History and writing are my passions. Learn about Princess Charlotte of Wales (1796-1817) intriguing life here.

Princess Charlotte and Prince Leopold. Portrait by George Dawes.

Princess Charlotte and Prince Leopold. Portrait by George Dawes.

Princess Charlotte Augusta of Wales

George, Prince of Wales, the future King George IV and Caroline of Brunswick, the Princess of Wales, had one child during their acrimonious marriage. Princess Charlotte Augusta of Wales was born on the 7th January 1796, and she was named in honour of her grandmothers. She arrived nine months after a wedding ceremony that had featured a drunken groom, an apoplectic King George III and an unimpressed bride.

With their duty of providing an heir for the throne complete, the Prince and Princess of Wales parted, although George never managed to secure a divorce from Caroline. The Wales's spent years battling for public favour, and they unashamedly used their daughter as a pawn in their bids for supremacy.

In London, Caroline lived at Montague House, George resided at Carlton House, and Charlotte, a small child, was given her own household and staff at Warwick House next door to Carlton House by George. This was obviously not the best approach to parenting. Her governesses, Lady Elgin and Lady de Clifford, became her mother figures.

Prince Leopold of Saxe-Coburg-Saalfeld

Charlotte was a warm-hearted tomboy with a rebellious streak. She often took on ungainly postures to irritate her elders, argued against her father’s wishes and even ran away from home on one occasion to anger him. She felt that Caroline's outrageous behaviour was normally a response to George's poor treatment of her. Caroline was persuaded by George and a generous sum of money to retreat to the continent in 1814. Princess Charlotte never saw her mother again.

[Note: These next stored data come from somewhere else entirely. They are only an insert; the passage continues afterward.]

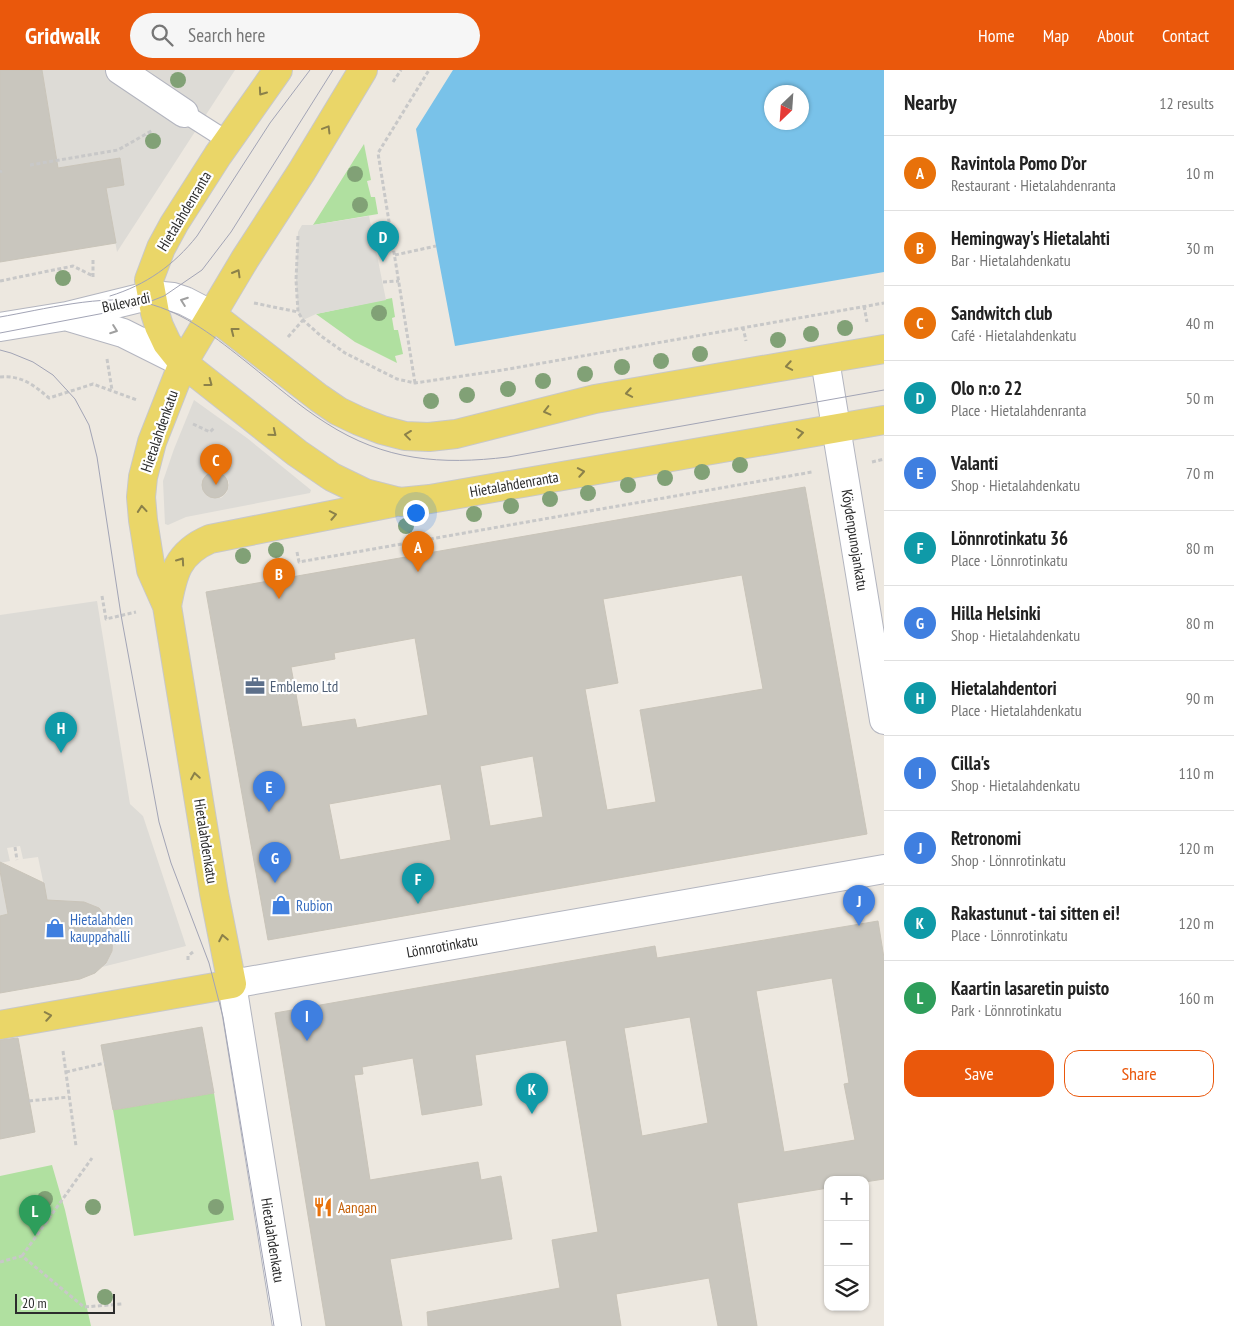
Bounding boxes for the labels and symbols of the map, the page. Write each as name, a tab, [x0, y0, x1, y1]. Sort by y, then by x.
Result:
north arrow	[764, 85, 809, 130]
one-way arrow	[259, 87, 269, 96]
one-way arrow	[321, 126, 331, 135]
street label: Hietalahdenranta	[153, 168, 215, 254]
pin: D	[367, 221, 399, 262]
one-way arrow	[230, 269, 240, 278]
street label: Bulevardi	[100, 288, 152, 316]
one-way arrow	[180, 297, 188, 307]
one-way arrow	[109, 324, 118, 334]
one-way arrow	[231, 329, 240, 337]
one-way arrow	[785, 360, 794, 370]
one-way arrow	[203, 377, 212, 385]
street label: Hietalahdenkatu	[136, 388, 182, 474]
one-way arrow	[625, 388, 634, 398]
one-way arrow	[543, 405, 552, 416]
one-way arrow	[267, 428, 276, 437]
one-way arrow	[795, 429, 804, 439]
one-way arrow	[403, 430, 411, 441]
pin: C	[200, 444, 232, 485]
street label: Hietalahdenranta	[468, 467, 560, 501]
one-way arrow	[577, 467, 585, 477]
street label: Köydenpunojankatu	[838, 488, 872, 592]
your location	[403, 500, 429, 526]
one-way arrow	[137, 505, 148, 513]
one-way arrow	[329, 510, 338, 520]
pin: A	[402, 531, 434, 572]
one-way arrow	[175, 557, 184, 567]
pin: B	[263, 558, 295, 599]
office icon: Emblemo Ltd	[244, 675, 266, 697]
place label: Emblemo Ltd	[270, 677, 338, 696]
pin: H	[45, 712, 77, 753]
one-way arrow	[190, 771, 200, 780]
pin: E	[253, 771, 285, 812]
street label: Hietalahdenkatu	[190, 797, 222, 885]
pin: G	[259, 842, 291, 883]
pin: F	[402, 863, 434, 904]
pin: J	[843, 885, 875, 926]
shop icon: Rubion	[270, 894, 292, 916]
place label: Rubion	[296, 896, 333, 915]
place label: Hietalahden kauppahalli	[70, 910, 133, 946]
shop icon: Hietalahden kauppahalli	[44, 917, 66, 939]
street label: Lönnrotinkatu	[405, 930, 479, 962]
one-way arrow	[219, 934, 229, 943]
pin: I	[291, 1000, 323, 1041]
one-way arrow	[44, 1012, 52, 1022]
pin: K	[516, 1073, 548, 1114]
pin: L	[19, 1195, 51, 1236]
street label: Hietalahdenkatu	[257, 1196, 289, 1284]
restaurant icon: Aangan	[312, 1196, 334, 1218]
place label: Aangan	[338, 1198, 377, 1217]
scale bar	[15, 1291, 115, 1314]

Charlotte of Wales and twenty-three-year-old Prince Leopold of Saxe-Coburg-Saalfeld, a Lieutenant General and soldier of fortune, first met at the Pulteney Hotel, London, on 10th June 1814. A short time afterwards, she called off her dynastically arranged engagement to William, Hereditary Prince of Orange.

George, Prince of Wales, disliked Leopold’s lack of wealth and his sober character, but after much wrangling, Charlotte was given permission to marry Leopold in early 1816.

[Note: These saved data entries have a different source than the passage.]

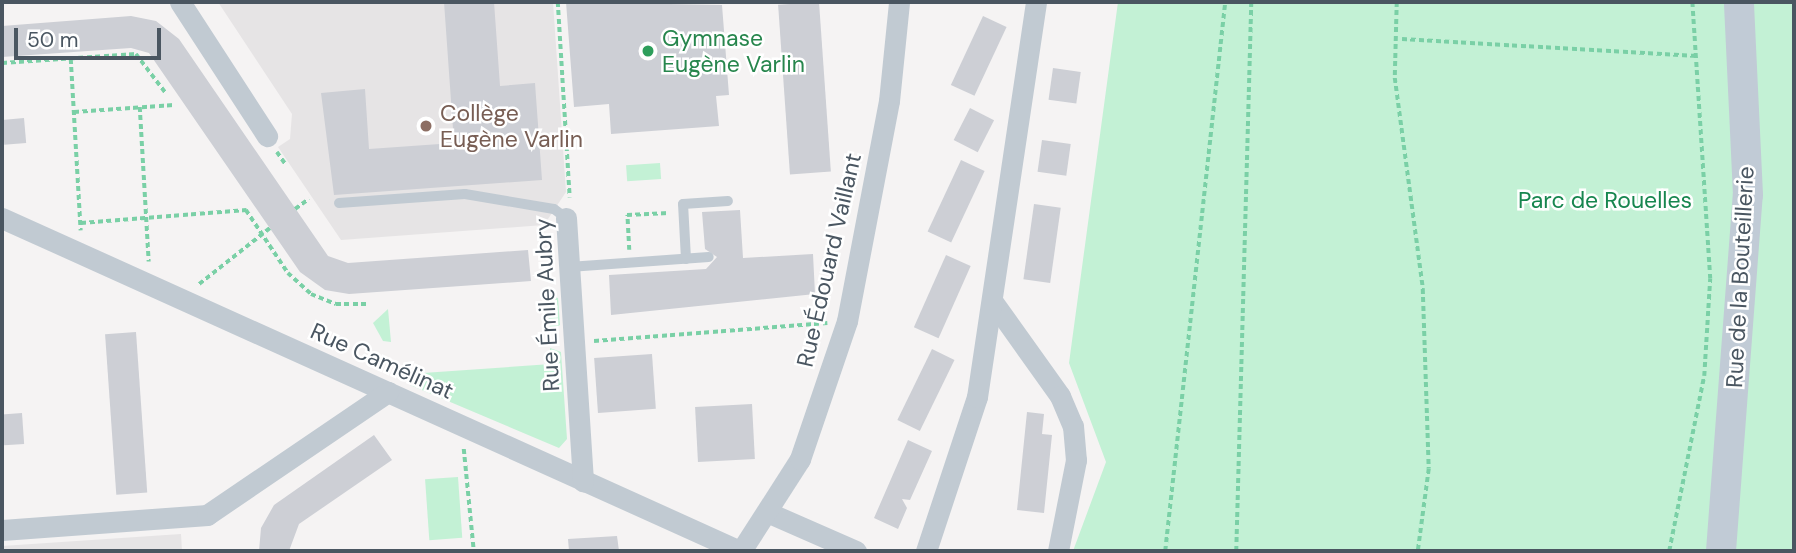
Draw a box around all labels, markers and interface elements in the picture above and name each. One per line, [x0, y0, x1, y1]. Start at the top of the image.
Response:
scale bar [18, 14, 164, 58]
place label: Gymnase Eugène Varlin [662, 24, 805, 78]
text: 50 m [27, 26, 78, 54]
marker: Gymnase Eugène Varlin [640, 43, 656, 59]
place label: Collège Eugène Varlin [440, 99, 583, 153]
marker: Collège Eugène Varlin [418, 118, 434, 134]
street label: Rue Édouard Vaillant [791, 150, 867, 370]
street label: Rue de la Bouteillerie [1720, 166, 1760, 388]
park label: Parc de Rouelles [1518, 186, 1692, 214]
street label: Rue Émile Aubry [529, 218, 565, 392]
street label: Rue Camélinat [306, 317, 458, 405]

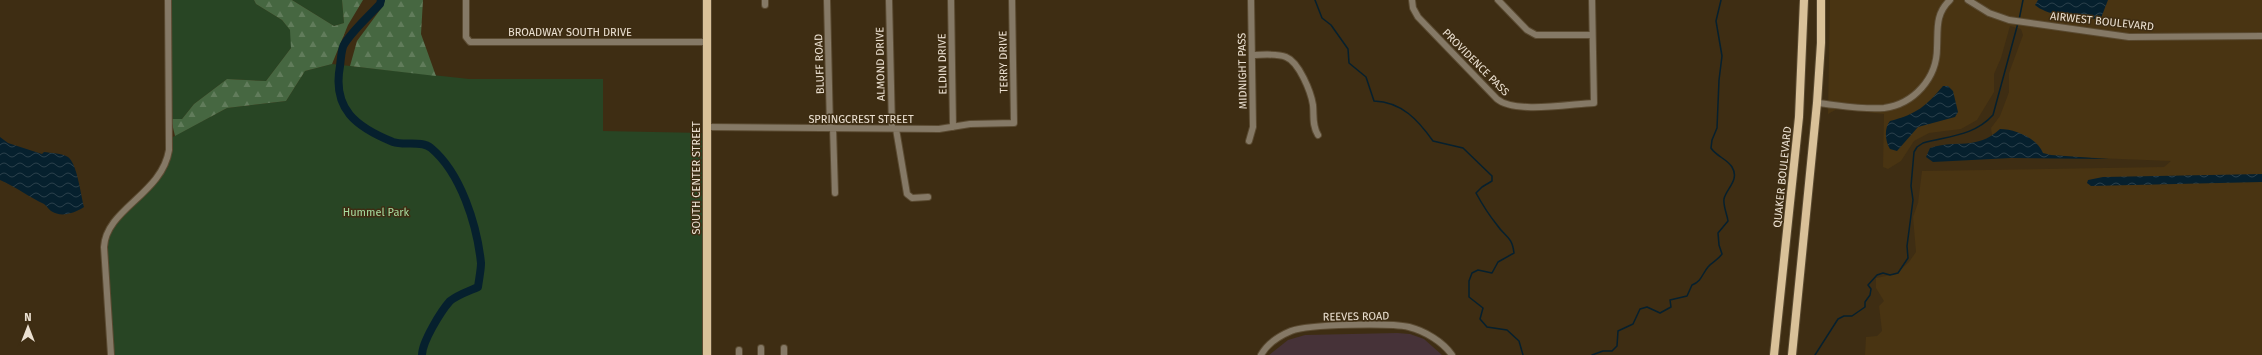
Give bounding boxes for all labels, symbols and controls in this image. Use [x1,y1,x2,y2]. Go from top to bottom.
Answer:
street label: AIRWEST BOULEVARD [2049,10,2155,33]
street label: BROADWAY SOUTH DRIVE [508,26,632,39]
street label: PROVIDENCE PASS [1440,26,1512,98]
street label: ALMOND DRIVE [873,27,888,101]
street label: TERRY DRIVE [996,30,1011,93]
street label: ELDIN DRIVE [935,33,950,95]
street label: MIDNIGHT PASS [1235,33,1250,109]
street label: BLUFF ROAD [812,34,827,94]
street label: SPRINGCREST STREET [808,113,914,126]
street label: SOUTH CENTER STREET [690,121,703,235]
street label: QUAKER BOULEVARD [1771,126,1794,228]
park label: Hummel Park [343,206,410,219]
north arrow [8,307,48,347]
street label: REEVES ROAD [1323,309,1389,324]
text: N [24,311,32,324]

Prince Leopold of Saxe-Coburg-Saalfeld by George Dawes. In 1831 he became King Leopold I of the Belgians.

Prince Leopold of Saxe-Coburg-Saalfeld by George Dawes. In 1831 he became King Leopold I of the Belgians.

The wedding of Princess Charlotte of Wales and Prince Leopold of Saxe-Coburg-Saalfeld.

The wedding of Princess Charlotte of Wales and Prince Leopold of Saxe-Coburg-Saalfeld.

Leopold and Charlotte Marry at Carlton House

Princess Caroline was in Italy with her lover Pergami and she received the news of her daughter's engagement with indifference. George ensured that Caroline was not invited to the wedding.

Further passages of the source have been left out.